[Items from a data source]

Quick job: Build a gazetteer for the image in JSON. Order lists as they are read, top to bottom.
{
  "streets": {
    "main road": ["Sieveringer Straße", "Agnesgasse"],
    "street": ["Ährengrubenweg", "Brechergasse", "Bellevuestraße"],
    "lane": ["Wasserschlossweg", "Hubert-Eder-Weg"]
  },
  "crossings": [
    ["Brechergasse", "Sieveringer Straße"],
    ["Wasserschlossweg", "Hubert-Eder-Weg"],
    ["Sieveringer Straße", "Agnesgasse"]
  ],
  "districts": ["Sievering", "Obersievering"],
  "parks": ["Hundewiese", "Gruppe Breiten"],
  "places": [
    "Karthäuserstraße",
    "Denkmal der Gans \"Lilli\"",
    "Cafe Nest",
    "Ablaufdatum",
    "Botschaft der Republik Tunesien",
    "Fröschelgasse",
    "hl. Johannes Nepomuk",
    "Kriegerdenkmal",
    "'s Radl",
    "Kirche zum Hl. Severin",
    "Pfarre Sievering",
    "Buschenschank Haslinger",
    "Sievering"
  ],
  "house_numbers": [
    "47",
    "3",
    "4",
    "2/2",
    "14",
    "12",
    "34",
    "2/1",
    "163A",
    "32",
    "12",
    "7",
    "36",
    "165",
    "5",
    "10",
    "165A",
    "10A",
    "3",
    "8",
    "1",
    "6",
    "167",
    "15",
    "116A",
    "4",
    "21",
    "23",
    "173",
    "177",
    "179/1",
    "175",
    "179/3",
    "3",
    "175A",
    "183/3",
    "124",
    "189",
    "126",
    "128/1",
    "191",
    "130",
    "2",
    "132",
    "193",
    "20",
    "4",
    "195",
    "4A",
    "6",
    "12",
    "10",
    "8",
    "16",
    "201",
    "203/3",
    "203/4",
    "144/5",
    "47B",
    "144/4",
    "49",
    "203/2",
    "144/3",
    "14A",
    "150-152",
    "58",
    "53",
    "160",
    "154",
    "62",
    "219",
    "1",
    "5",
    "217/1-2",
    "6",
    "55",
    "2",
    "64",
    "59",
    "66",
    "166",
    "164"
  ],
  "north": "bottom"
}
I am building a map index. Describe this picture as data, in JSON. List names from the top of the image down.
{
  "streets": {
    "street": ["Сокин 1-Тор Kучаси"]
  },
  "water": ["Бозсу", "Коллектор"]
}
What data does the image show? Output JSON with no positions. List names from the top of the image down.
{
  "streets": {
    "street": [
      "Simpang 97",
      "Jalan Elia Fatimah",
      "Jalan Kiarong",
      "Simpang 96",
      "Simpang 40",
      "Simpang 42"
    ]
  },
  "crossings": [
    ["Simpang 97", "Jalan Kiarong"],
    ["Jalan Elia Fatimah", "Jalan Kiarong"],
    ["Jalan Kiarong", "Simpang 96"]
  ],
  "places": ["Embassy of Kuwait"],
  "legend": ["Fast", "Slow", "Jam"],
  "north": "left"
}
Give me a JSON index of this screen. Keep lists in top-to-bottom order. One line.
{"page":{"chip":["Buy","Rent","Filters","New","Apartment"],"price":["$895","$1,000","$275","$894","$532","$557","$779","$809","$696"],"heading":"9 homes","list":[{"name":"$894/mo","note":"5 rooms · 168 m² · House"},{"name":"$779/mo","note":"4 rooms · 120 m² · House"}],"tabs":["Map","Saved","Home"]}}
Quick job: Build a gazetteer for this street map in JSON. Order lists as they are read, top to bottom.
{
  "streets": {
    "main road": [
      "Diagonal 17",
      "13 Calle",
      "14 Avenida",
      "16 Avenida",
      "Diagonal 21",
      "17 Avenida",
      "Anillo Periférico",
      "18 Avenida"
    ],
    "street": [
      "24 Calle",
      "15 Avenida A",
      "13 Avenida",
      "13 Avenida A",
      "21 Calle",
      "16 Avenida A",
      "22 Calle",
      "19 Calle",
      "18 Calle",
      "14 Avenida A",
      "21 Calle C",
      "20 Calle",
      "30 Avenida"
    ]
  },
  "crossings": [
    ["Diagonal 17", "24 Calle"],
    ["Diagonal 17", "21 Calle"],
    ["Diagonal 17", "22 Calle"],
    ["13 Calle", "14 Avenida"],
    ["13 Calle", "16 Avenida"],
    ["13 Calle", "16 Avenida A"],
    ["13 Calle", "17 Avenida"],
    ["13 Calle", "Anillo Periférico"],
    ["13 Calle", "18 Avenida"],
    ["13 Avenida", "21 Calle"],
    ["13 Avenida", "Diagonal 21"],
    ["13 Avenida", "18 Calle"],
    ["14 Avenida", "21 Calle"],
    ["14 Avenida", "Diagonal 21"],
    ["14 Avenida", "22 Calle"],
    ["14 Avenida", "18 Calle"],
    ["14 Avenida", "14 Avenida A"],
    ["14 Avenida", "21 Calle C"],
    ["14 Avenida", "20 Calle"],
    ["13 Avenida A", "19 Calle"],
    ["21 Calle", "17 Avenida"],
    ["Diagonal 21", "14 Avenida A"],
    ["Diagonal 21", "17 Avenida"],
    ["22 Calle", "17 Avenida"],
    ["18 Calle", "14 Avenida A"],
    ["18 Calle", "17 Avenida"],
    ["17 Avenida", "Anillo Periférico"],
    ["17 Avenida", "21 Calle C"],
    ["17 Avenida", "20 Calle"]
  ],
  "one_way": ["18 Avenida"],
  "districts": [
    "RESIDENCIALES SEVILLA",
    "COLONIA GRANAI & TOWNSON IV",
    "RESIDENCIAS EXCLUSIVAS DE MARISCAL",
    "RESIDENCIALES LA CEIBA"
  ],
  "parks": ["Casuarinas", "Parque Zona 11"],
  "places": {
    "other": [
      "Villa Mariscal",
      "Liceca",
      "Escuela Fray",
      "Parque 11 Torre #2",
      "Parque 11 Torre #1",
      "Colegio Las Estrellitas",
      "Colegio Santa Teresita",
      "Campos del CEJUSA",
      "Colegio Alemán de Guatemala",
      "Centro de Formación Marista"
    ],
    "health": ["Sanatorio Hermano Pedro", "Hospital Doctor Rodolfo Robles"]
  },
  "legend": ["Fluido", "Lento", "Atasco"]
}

* Exercise requirements *
Transcribe the data in full, keeping every character.

* Response to this exercise *
Quick job: Build a gazetteer for the image in JSON. Order lists as they are read, top to bottom.
{
  "streets": {
    "main road": ["Sieveringer Straße", "Agnesgasse"],
    "street": ["Ährengrubenweg", "Brechergasse", "Bellevuestraße"],
    "lane": ["Wasserschlossweg", "Hubert-Eder-Weg"]
  },
  "crossings": [
    ["Brechergasse", "Sieveringer Straße"],
    ["Wasserschlossweg", "Hubert-Eder-Weg"],
    ["Sieveringer Straße", "Agnesgasse"]
  ],
  "districts": ["Sievering", "Obersievering"],
  "parks": ["Hundewiese", "Gruppe Breiten"],
  "places": [
    "Karthäuserstraße",
    "Denkmal der Gans \"Lilli\"",
    "Cafe Nest",
    "Ablaufdatum",
    "Botschaft der Republik Tunesien",
    "Fröschelgasse",
    "hl. Johannes Nepomuk",
    "Kriegerdenkmal",
    "'s Radl",
    "Kirche zum Hl. Severin",
    "Pfarre Sievering",
    "Buschenschank Haslinger",
    "Sievering"
  ],
  "house_numbers": [
    "47",
    "3",
    "4",
    "2/2",
    "14",
    "12",
    "34",
    "2/1",
    "163A",
    "32",
    "12",
    "7",
    "36",
    "165",
    "5",
    "10",
    "165A",
    "10A",
    "3",
    "8",
    "1",
    "6",
    "167",
    "15",
    "116A",
    "4",
    "21",
    "23",
    "173",
    "177",
    "179/1",
    "175",
    "179/3",
    "3",
    "175A",
    "183/3",
    "124",
    "189",
    "126",
    "128/1",
    "191",
    "130",
    "2",
    "132",
    "193",
    "20",
    "4",
    "195",
    "4A",
    "6",
    "12",
    "10",
    "8",
    "16",
    "201",
    "203/3",
    "203/4",
    "144/5",
    "47B",
    "144/4",
    "49",
    "203/2",
    "144/3",
    "14A",
    "150-152",
    "58",
    "53",
    "160",
    "154",
    "62",
    "219",
    "1",
    "5",
    "217/1-2",
    "6",
    "55",
    "2",
    "64",
    "59",
    "66",
    "166",
    "164"
  ],
  "north": "bottom"
}
I am building a map index. Describe this picture as data, in JSON. List names from the top of the image down.
{
  "streets": {
    "street": ["Сокин 1-Тор Kучаси"]
  },
  "water": ["Бозсу", "Коллектор"]
}
What data does the image show? Output JSON with no positions. List names from the top of the image down.
{
  "streets": {
    "street": [
      "Simpang 97",
      "Jalan Elia Fatimah",
      "Jalan Kiarong",
      "Simpang 96",
      "Simpang 40",
      "Simpang 42"
    ]
  },
  "crossings": [
    ["Simpang 97", "Jalan Kiarong"],
    ["Jalan Elia Fatimah", "Jalan Kiarong"],
    ["Jalan Kiarong", "Simpang 96"]
  ],
  "places": ["Embassy of Kuwait"],
  "legend": ["Fast", "Slow", "Jam"],
  "north": "left"
}
Give me a JSON index of this screen. Keep lists in top-to-bottom order. One line.
{"page":{"chip":["Buy","Rent","Filters","New","Apartment"],"price":["$895","$1,000","$275","$894","$532","$557","$779","$809","$696"],"heading":"9 homes","list":[{"name":"$894/mo","note":"5 rooms · 168 m² · House"},{"name":"$779/mo","note":"4 rooms · 120 m² · House"}],"tabs":["Map","Saved","Home"]}}
Quick job: Build a gazetteer for this street map in JSON. Order lists as they are read, top to bottom.
{
  "streets": {
    "main road": [
      "Diagonal 17",
      "13 Calle",
      "14 Avenida",
      "16 Avenida",
      "Diagonal 21",
      "17 Avenida",
      "Anillo Periférico",
      "18 Avenida"
    ],
    "street": [
      "24 Calle",
      "15 Avenida A",
      "13 Avenida",
      "13 Avenida A",
      "21 Calle",
      "16 Avenida A",
      "22 Calle",
      "19 Calle",
      "18 Calle",
      "14 Avenida A",
      "21 Calle C",
      "20 Calle",
      "30 Avenida"
    ]
  },
  "crossings": [
    ["Diagonal 17", "24 Calle"],
    ["Diagonal 17", "21 Calle"],
    ["Diagonal 17", "22 Calle"],
    ["13 Calle", "14 Avenida"],
    ["13 Calle", "16 Avenida"],
    ["13 Calle", "16 Avenida A"],
    ["13 Calle", "17 Avenida"],
    ["13 Calle", "Anillo Periférico"],
    ["13 Calle", "18 Avenida"],
    ["13 Avenida", "21 Calle"],
    ["13 Avenida", "Diagonal 21"],
    ["13 Avenida", "18 Calle"],
    ["14 Avenida", "21 Calle"],
    ["14 Avenida", "Diagonal 21"],
    ["14 Avenida", "22 Calle"],
    ["14 Avenida", "18 Calle"],
    ["14 Avenida", "14 Avenida A"],
    ["14 Avenida", "21 Calle C"],
    ["14 Avenida", "20 Calle"],
    ["13 Avenida A", "19 Calle"],
    ["21 Calle", "17 Avenida"],
    ["Diagonal 21", "14 Avenida A"],
    ["Diagonal 21", "17 Avenida"],
    ["22 Calle", "17 Avenida"],
    ["18 Calle", "14 Avenida A"],
    ["18 Calle", "17 Avenida"],
    ["17 Avenida", "Anillo Periférico"],
    ["17 Avenida", "21 Calle C"],
    ["17 Avenida", "20 Calle"]
  ],
  "one_way": ["18 Avenida"],
  "districts": [
    "RESIDENCIALES SEVILLA",
    "COLONIA GRANAI & TOWNSON IV",
    "RESIDENCIAS EXCLUSIVAS DE MARISCAL",
    "RESIDENCIALES LA CEIBA"
  ],
  "parks": ["Casuarinas", "Parque Zona 11"],
  "places": {
    "other": [
      "Villa Mariscal",
      "Liceca",
      "Escuela Fray",
      "Parque 11 Torre #2",
      "Parque 11 Torre #1",
      "Colegio Las Estrellitas",
      "Colegio Santa Teresita",
      "Campos del CEJUSA",
      "Colegio Alemán de Guatemala",
      "Centro de Formación Marista"
    ],
    "health": ["Sanatorio Hermano Pedro", "Hospital Doctor Rodolfo Robles"]
  },
  "legend": ["Fluido", "Lento", "Atasco"]
}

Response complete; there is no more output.